Every line below between the one holding "M421 291 427 338 382 343 377 296Z" and the one holding "M167 602 188 604 184 660 163 659Z", inclusive, should be copied exactly, and no other line.

(INPUT DATA begins)

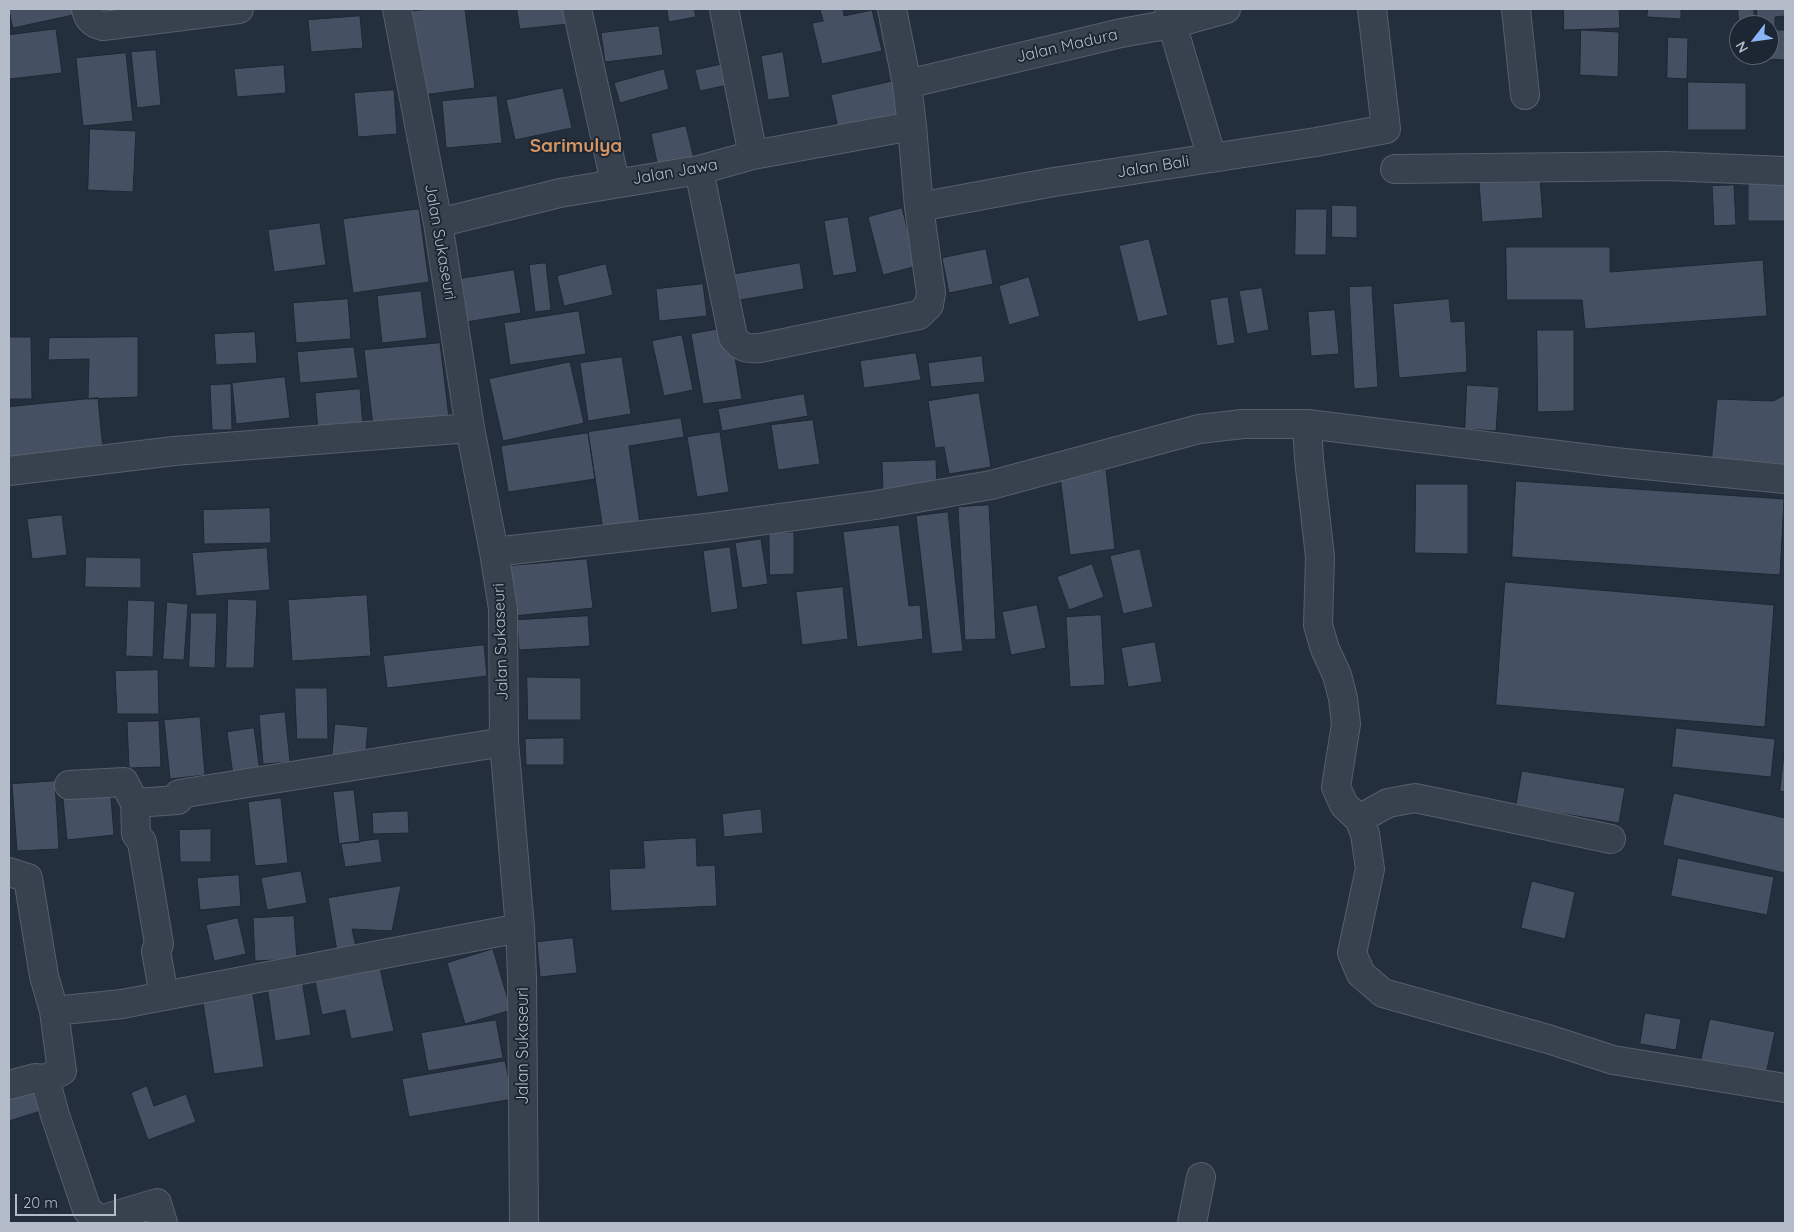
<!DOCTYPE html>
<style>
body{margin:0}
#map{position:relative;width:1794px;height:1232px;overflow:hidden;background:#242f3e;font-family:Quicksand,sans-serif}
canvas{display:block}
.frame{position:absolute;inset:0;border:10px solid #b4bcc9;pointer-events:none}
.north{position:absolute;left:1729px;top:15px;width:50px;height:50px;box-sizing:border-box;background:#1d2633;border:1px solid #59626f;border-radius:50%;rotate:240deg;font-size:14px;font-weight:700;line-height:20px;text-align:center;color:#b4bcc9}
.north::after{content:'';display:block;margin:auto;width:18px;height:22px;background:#8ab4f8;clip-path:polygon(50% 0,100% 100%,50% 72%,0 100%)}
.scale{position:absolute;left:15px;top:1194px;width:101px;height:22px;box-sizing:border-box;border:2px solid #b4bcc9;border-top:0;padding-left:6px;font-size:15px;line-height:18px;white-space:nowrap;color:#b4bcc9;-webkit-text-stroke:4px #1d2633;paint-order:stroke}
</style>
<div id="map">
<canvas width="1794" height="1232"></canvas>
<div class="frame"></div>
<div class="north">N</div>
<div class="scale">20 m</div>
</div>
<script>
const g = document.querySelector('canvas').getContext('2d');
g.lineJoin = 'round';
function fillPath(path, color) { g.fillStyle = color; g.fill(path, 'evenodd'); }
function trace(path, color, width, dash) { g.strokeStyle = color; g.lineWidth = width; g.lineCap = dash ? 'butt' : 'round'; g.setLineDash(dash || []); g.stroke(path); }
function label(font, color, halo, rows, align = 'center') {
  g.font = font + ' Quicksand,sans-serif'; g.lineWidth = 4; g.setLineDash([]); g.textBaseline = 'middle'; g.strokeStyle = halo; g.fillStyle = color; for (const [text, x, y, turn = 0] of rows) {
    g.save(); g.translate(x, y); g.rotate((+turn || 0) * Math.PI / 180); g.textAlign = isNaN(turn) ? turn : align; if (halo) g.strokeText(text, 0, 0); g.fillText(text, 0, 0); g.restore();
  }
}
const building = new Path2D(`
 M9 9H82V13L13 28Z
 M432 9H465L475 88 423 95 412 11Z
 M517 9H567L569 24 520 29Z
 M667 9H694L696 17 669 22Z
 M820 9H843L844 16 872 10 882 51 822 64 812 23 823 21Z
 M1564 9H1619L1620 28 1564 30Z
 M1648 9H1681V19L1647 17Z
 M1738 9H1754V25L1739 26Z
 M1757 9H1785V16L1775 17V26L1757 25Z
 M360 16 363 48 311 52 308 20Z
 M659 26 663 55 605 62 601 33Z
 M56 29 62 73 9 79V35Z
 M1581 30 1619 32 1618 77 1580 75Z
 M1769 30H1785V60L1747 58V55H1769Z
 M1668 37 1688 38 1687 79 1667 78Z
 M156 50 161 105 137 108 131 52Z
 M783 52 790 97 768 100 761 56Z
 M126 53 133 121 83 126 76 58Z
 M728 63 732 84 700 91 695 70Z
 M284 65 286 93 237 97 234 69Z
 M664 69 669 89 620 103 614 83Z
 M898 80 906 112 838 128 831 95Z
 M1688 82 1746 83V130H1688Z
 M563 88 572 128 515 140 506 100Z
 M394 90 397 134 358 137 354 93Z
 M497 96 502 143 446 148 442 101Z
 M686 126 694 159 658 167 651 134Z
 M90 129 136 131 133 192 88 190Z
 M1540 179 1543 218 1482 222 1479 183Z
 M1785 183V221H1748V184Z
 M1734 185 1736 225 1714 226 1712 186Z
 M1332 205 1357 206V238L1332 237Z
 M902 208 917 266 883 275 868 217Z
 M419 209 429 282 353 293 343 219Z
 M1296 209H1327L1326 255H1295Z
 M848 217 857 272 833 276 824 221Z
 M320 223 326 265 274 272 268 230Z
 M1149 239 1168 315 1138 322 1119 246Z
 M1506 247H1610V272L1763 260 1767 316 1585 329 1582 300H1507Z
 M986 249 993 284 949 293 942 258Z
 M546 263 551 310 535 312 529 265Z
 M800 263 804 289 740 300 735 274Z
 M606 264 613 295 564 306 557 276Z
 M514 270 521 313 466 322 459 279Z
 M1029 277 1040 316 1009 325 999 286Z
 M703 284 707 316 659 321 656 289Z
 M1372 286 1378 387 1354 389 1349 287Z
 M1262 288 1269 330 1247 334 1239 291Z
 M421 291 427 338 382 343 377 296Z
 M1228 297 1235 343 1217 346 1210 300Z
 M348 299 351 339 296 343 293 303Z
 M1449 299 1451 322 1465 321 1467 372 1399 378 1393 304Z
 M1335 310 1339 354 1311 356 1308 312Z
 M579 311 586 354 510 365 504 323Z
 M730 327 742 399 703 404 691 334Z
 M1537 330H1574V411L1538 412Z
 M255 332 257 363 216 365 214 334Z
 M682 335 693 390 664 396 652 341Z
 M9 337H31L32 399H9Z
 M138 337V397L88 399 89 359 48 360 49 338Z
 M440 343 449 418 373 426 364 350Z
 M354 347 358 378 300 383 297 352Z
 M916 353 921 380 864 388 860 361Z
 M982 356 985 382 931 387 928 363Z
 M622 357 631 414 588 421 580 363Z
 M570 362 584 423 503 441 489 379Z
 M285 377 290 418 236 424 232 383Z
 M231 384 232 430H212L210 385Z
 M1467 385 1499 387 1496 431 1465 429Z
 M360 389 363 427 318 431 315 393Z
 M979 393 991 467 949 474 944 447 935 448 928 401Z
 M804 394 808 416 722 431 718 409Z
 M1785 395V472L1711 464 1717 399 1773 401Z
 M98 398 103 450 9 459V407Z
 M681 418 684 437 629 446 640 524 603 530 588 432Z
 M813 420 820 464 778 470 771 425Z
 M720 432 729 492 697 497 687 437Z
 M588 433 595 479 508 492 501 446Z
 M936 460 937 488 883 490 882 462Z
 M1106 470 1115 549 1070 555 1060 476Z
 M1516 481 1784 499 1780 575 1512 557Z
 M1416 484H1468V554L1415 553Z
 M989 505 996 639 965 640 958 507Z
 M270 508 271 543 204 544 203 510Z
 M948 512 963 651 932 654 916 516Z
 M62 515 67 555 32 559 27 519Z
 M899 525 909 606 920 605 923 639 857 647 843 532Z
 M769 532H794V574L770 575Z
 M761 539 768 584 742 588 735 543Z
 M730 547 738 609 711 613 703 551Z
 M267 548 270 590 196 596 192 553Z
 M1140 549 1153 607 1123 614 1110 556Z
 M86 557 141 558V588L85 587Z
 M587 559 593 608 513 616 508 566Z
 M1092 564 1104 597 1069 610 1057 577Z
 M1505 582 1774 605 1765 727 1496 705Z
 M843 587 848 639 802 645 796 592Z
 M367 595 371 656 292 661 288 600Z
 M228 599 257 600 254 668H226Z
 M128 600 155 601 153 657 126 656Z
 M167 602 188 604 184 660 163 659Z
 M1037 605 1046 648 1011 655 1002 612Z
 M191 613H217L215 668 189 667Z
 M1101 615 1105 685 1070 687 1066 617Z
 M588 616 590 646 519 650 517 620Z
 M1155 642 1162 682 1128 687 1121 648Z
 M484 645 487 676 387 688 383 656Z
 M158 670 159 714H117L115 671Z
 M527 677 581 678V720H528Z
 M295 688H327L328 739H297Z
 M285 712 290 762 263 764 259 715Z
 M200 717 205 775 170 779 164 720Z
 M159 721 161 767 129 768 127 722Z
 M335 724 368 727 365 760 332 757Z
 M254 728 260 771 233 775 227 732Z
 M1676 728 1775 739 1771 777 1672 767Z
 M564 738V765H526L525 739Z
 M1785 746V792L1780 791Z
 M1522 771 1625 788 1619 823 1516 806Z
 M55 781 59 849 17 851 12 784Z
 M110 785 114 835 67 840 62 789Z
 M354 790 360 842 339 844 333 792Z
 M1674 793 1785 818V873L1663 845Z
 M281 798 288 863 255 866 248 802Z
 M761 809 763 833 724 837 722 814Z
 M408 811 409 833 373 834 372 813Z
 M211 829V862H180L179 830Z
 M696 838 697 866 715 865 717 906 611 911 609 869 645 868 643 841Z
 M379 839 382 862 345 867 341 844Z
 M1678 858 1774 877 1767 915 1671 896Z
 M301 871 307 903 267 910 261 878Z
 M239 875 241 906 200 910 197 878Z
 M1532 881 1575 892 1565 939 1521 928Z
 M401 886 392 931 352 929 356 947 337 951 328 898Z
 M294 916 297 959 255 961 253 918Z
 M238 918 246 954 214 961 206 925Z
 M573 938 577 973 540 977 537 942Z
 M493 949 511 1010 465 1024 447 963Z
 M380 968 394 1031 351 1039 345 1010 322 1015 315 981Z
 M302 980 311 1035 275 1041 267 986Z
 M252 988 264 1067 214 1074 202 996Z
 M1645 1013 1681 1019 1676 1050 1640 1044Z
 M1710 1019 1775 1032 1765 1078 1700 1065Z
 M496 1020 503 1058 428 1071 421 1033Z
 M505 1061 513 1099 409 1117 402 1079Z
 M34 1080 44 1110 9 1121V1088Z
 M147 1086 154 1106 186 1094 196 1122 148 1140 131 1093Z`);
fillPath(building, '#455162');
trace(building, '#1f2835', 1);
const minor = new Path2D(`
 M86 9C88 19 94 24 103 26L239 9
 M397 9 438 223 470 428 494 552 503 609 504 742 520 928 522 977 524 1223
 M577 9 615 182
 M724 9 753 155
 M1169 9 1172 24 1212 158
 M1516 9 1525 95
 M907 84 1121 33 1172 24 1226 9
 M1395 169 1666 166 1785 171
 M699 170 733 337C741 348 747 349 760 348L919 315 929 305 931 293 919 207 912 126 907 84 892 9
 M919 207 1054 182 1316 142 1386 129 1372 9
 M438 223 560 193 699 170 753 155 912 126
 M1307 424 1309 459 1320 557 1318 625 1325 649 1337 675 1343 698 1346 724 1336 787 1344 805 1359 819 1365 834 1370 869 1352 953 1361 974 1383 993 1548 1039 1613 1060 1785 1088
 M9 471 174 451 470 428
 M494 552 714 527 876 505 991 485 1199 429 1243 424H1307L1615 462 1785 479
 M69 785 124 782 135 803
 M1359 819 1388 803 1415 798 1611 839
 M9 872 28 878 44 976 54 1011 62 1071 45 1079 55 1115 87 1210 100 1220 157 1203 163 1223
 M164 996 156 951 159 944 142 842 136 834 135 803 178 800 179 794 504 742
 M54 1011 122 1004 520 928
 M9 1085 35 1078 45 1079
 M1192 1223 1201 1177`);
trace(minor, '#565f6c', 30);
trace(minor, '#38414e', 28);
label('16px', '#b4bcc9', '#1d2633', [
 ["Jalan Madura",1067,46,-13],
 ["Jalan Bali",1153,167,-9],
 ["Jalan Jawa",675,172,-10],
 ["Jalan Sukaseuri",440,242,80],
 ["Jalan Sukaseuri",501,642,-92],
 ["Jalan Sukaseuri",523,1046,-90]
]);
label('bold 19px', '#d59563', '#1d2633', [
 ["Sarimulya",576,146]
]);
</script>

(INPUT DATA ends)

**RESPONSE TO THIS TASK**:
 M421 291 427 338 382 343 377 296Z
 M1228 297 1235 343 1217 346 1210 300Z
 M348 299 351 339 296 343 293 303Z
 M1449 299 1451 322 1465 321 1467 372 1399 378 1393 304Z
 M1335 310 1339 354 1311 356 1308 312Z
 M579 311 586 354 510 365 504 323Z
 M730 327 742 399 703 404 691 334Z
 M1537 330H1574V411L1538 412Z
 M255 332 257 363 216 365 214 334Z
 M682 335 693 390 664 396 652 341Z
 M9 337H31L32 399H9Z
 M138 337V397L88 399 89 359 48 360 49 338Z
 M440 343 449 418 373 426 364 350Z
 M354 347 358 378 300 383 297 352Z
 M916 353 921 380 864 388 860 361Z
 M982 356 985 382 931 387 928 363Z
 M622 357 631 414 588 421 580 363Z
 M570 362 584 423 503 441 489 379Z
 M285 377 290 418 236 424 232 383Z
 M231 384 232 430H212L210 385Z
 M1467 385 1499 387 1496 431 1465 429Z
 M360 389 363 427 318 431 315 393Z
 M979 393 991 467 949 474 944 447 935 448 928 401Z
 M804 394 808 416 722 431 718 409Z
 M1785 395V472L1711 464 1717 399 1773 401Z
 M98 398 103 450 9 459V407Z
 M681 418 684 437 629 446 640 524 603 530 588 432Z
 M813 420 820 464 778 470 771 425Z
 M720 432 729 492 697 497 687 437Z
 M588 433 595 479 508 492 501 446Z
 M936 460 937 488 883 490 882 462Z
 M1106 470 1115 549 1070 555 1060 476Z
 M1516 481 1784 499 1780 575 1512 557Z
 M1416 484H1468V554L1415 553Z
 M989 505 996 639 965 640 958 507Z
 M270 508 271 543 204 544 203 510Z
 M948 512 963 651 932 654 916 516Z
 M62 515 67 555 32 559 27 519Z
 M899 525 909 606 920 605 923 639 857 647 843 532Z
 M769 532H794V574L770 575Z
 M761 539 768 584 742 588 735 543Z
 M730 547 738 609 711 613 703 551Z
 M267 548 270 590 196 596 192 553Z
 M1140 549 1153 607 1123 614 1110 556Z
 M86 557 141 558V588L85 587Z
 M587 559 593 608 513 616 508 566Z
 M1092 564 1104 597 1069 610 1057 577Z
 M1505 582 1774 605 1765 727 1496 705Z
 M843 587 848 639 802 645 796 592Z
 M367 595 371 656 292 661 288 600Z
 M228 599 257 600 254 668H226Z
 M128 600 155 601 153 657 126 656Z
 M167 602 188 604 184 660 163 659Z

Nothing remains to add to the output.